◆ **TASK STATEMENT**
Give each entry back by retyping it exactly as written.

━━━━━━━━━━━━━━━━━━━━

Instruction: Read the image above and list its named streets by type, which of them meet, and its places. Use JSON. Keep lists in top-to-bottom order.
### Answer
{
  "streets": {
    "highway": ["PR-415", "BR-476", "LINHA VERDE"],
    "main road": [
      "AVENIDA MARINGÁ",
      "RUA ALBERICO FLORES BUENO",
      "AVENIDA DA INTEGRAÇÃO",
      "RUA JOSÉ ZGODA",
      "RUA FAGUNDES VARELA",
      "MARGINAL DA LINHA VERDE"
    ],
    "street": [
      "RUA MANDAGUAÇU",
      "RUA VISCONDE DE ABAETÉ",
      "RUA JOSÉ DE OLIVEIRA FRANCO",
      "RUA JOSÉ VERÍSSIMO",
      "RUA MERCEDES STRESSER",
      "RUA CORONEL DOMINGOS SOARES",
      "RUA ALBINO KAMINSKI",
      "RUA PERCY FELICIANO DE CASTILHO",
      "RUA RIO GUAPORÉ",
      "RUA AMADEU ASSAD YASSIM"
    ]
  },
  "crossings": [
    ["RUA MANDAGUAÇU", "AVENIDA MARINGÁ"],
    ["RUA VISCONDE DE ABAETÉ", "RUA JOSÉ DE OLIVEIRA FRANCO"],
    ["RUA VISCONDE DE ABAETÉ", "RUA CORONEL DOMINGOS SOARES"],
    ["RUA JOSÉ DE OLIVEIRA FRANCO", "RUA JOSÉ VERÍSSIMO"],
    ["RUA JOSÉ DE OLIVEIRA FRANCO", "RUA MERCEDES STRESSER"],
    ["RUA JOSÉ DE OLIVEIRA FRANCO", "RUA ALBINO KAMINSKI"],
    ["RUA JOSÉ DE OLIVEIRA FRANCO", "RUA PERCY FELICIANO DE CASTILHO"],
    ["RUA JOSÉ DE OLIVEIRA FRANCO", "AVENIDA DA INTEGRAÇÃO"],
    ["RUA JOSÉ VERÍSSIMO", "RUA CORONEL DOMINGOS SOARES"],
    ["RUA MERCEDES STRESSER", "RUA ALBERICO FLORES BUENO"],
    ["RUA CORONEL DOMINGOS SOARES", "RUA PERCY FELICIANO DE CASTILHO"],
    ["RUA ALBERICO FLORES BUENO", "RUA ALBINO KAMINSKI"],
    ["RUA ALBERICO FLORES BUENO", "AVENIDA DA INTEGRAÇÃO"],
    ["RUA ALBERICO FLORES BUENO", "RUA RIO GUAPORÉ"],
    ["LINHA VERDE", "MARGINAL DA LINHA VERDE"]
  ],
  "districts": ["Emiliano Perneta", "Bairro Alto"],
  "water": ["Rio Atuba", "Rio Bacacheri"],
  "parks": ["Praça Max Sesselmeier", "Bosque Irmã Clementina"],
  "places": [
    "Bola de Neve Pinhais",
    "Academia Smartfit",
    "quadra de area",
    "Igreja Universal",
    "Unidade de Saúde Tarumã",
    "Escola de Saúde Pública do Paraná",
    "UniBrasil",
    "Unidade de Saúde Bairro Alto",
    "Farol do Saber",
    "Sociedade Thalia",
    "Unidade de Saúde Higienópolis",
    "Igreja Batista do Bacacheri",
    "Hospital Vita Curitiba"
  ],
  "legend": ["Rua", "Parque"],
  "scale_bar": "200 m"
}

━━━━━━━━━━━━━━━━━━━━

◆ **REPLY TO THE TASK**
Instruction: Read the image above and list its named streets by type, which of them meet, and its places. Use JSON. Keep lists in top-to-bottom order.
### Answer
{
  "streets": {
    "highway": ["PR-415", "BR-476", "LINHA VERDE"],
    "main road": [
      "AVENIDA MARINGÁ",
      "RUA ALBERICO FLORES BUENO",
      "AVENIDA DA INTEGRAÇÃO",
      "RUA JOSÉ ZGODA",
      "RUA FAGUNDES VARELA",
      "MARGINAL DA LINHA VERDE"
    ],
    "street": [
      "RUA MANDAGUAÇU",
      "RUA VISCONDE DE ABAETÉ",
      "RUA JOSÉ DE OLIVEIRA FRANCO",
      "RUA JOSÉ VERÍSSIMO",
      "RUA MERCEDES STRESSER",
      "RUA CORONEL DOMINGOS SOARES",
      "RUA ALBINO KAMINSKI",
      "RUA PERCY FELICIANO DE CASTILHO",
      "RUA RIO GUAPORÉ",
      "RUA AMADEU ASSAD YASSIM"
    ]
  },
  "crossings": [
    ["RUA MANDAGUAÇU", "AVENIDA MARINGÁ"],
    ["RUA VISCONDE DE ABAETÉ", "RUA JOSÉ DE OLIVEIRA FRANCO"],
    ["RUA VISCONDE DE ABAETÉ", "RUA CORONEL DOMINGOS SOARES"],
    ["RUA JOSÉ DE OLIVEIRA FRANCO", "RUA JOSÉ VERÍSSIMO"],
    ["RUA JOSÉ DE OLIVEIRA FRANCO", "RUA MERCEDES STRESSER"],
    ["RUA JOSÉ DE OLIVEIRA FRANCO", "RUA ALBINO KAMINSKI"],
    ["RUA JOSÉ DE OLIVEIRA FRANCO", "RUA PERCY FELICIANO DE CASTILHO"],
    ["RUA JOSÉ DE OLIVEIRA FRANCO", "AVENIDA DA INTEGRAÇÃO"],
    ["RUA JOSÉ VERÍSSIMO", "RUA CORONEL DOMINGOS SOARES"],
    ["RUA MERCEDES STRESSER", "RUA ALBERICO FLORES BUENO"],
    ["RUA CORONEL DOMINGOS SOARES", "RUA PERCY FELICIANO DE CASTILHO"],
    ["RUA ALBERICO FLORES BUENO", "RUA ALBINO KAMINSKI"],
    ["RUA ALBERICO FLORES BUENO", "AVENIDA DA INTEGRAÇÃO"],
    ["RUA ALBERICO FLORES BUENO", "RUA RIO GUAPORÉ"],
    ["LINHA VERDE", "MARGINAL DA LINHA VERDE"]
  ],
  "districts": ["Emiliano Perneta", "Bairro Alto"],
  "water": ["Rio Atuba", "Rio Bacacheri"],
  "parks": ["Praça Max Sesselmeier", "Bosque Irmã Clementina"],
  "places": [
    "Bola de Neve Pinhais",
    "Academia Smartfit",
    "quadra de area",
    "Igreja Universal",
    "Unidade de Saúde Tarumã",
    "Escola de Saúde Pública do Paraná",
    "UniBrasil",
    "Unidade de Saúde Bairro Alto",
    "Farol do Saber",
    "Sociedade Thalia",
    "Unidade de Saúde Higienópolis",
    "Igreja Batista do Bacacheri",
    "Hospital Vita Curitiba"
  ],
  "legend": ["Rua", "Parque"],
  "scale_bar": "200 m"
}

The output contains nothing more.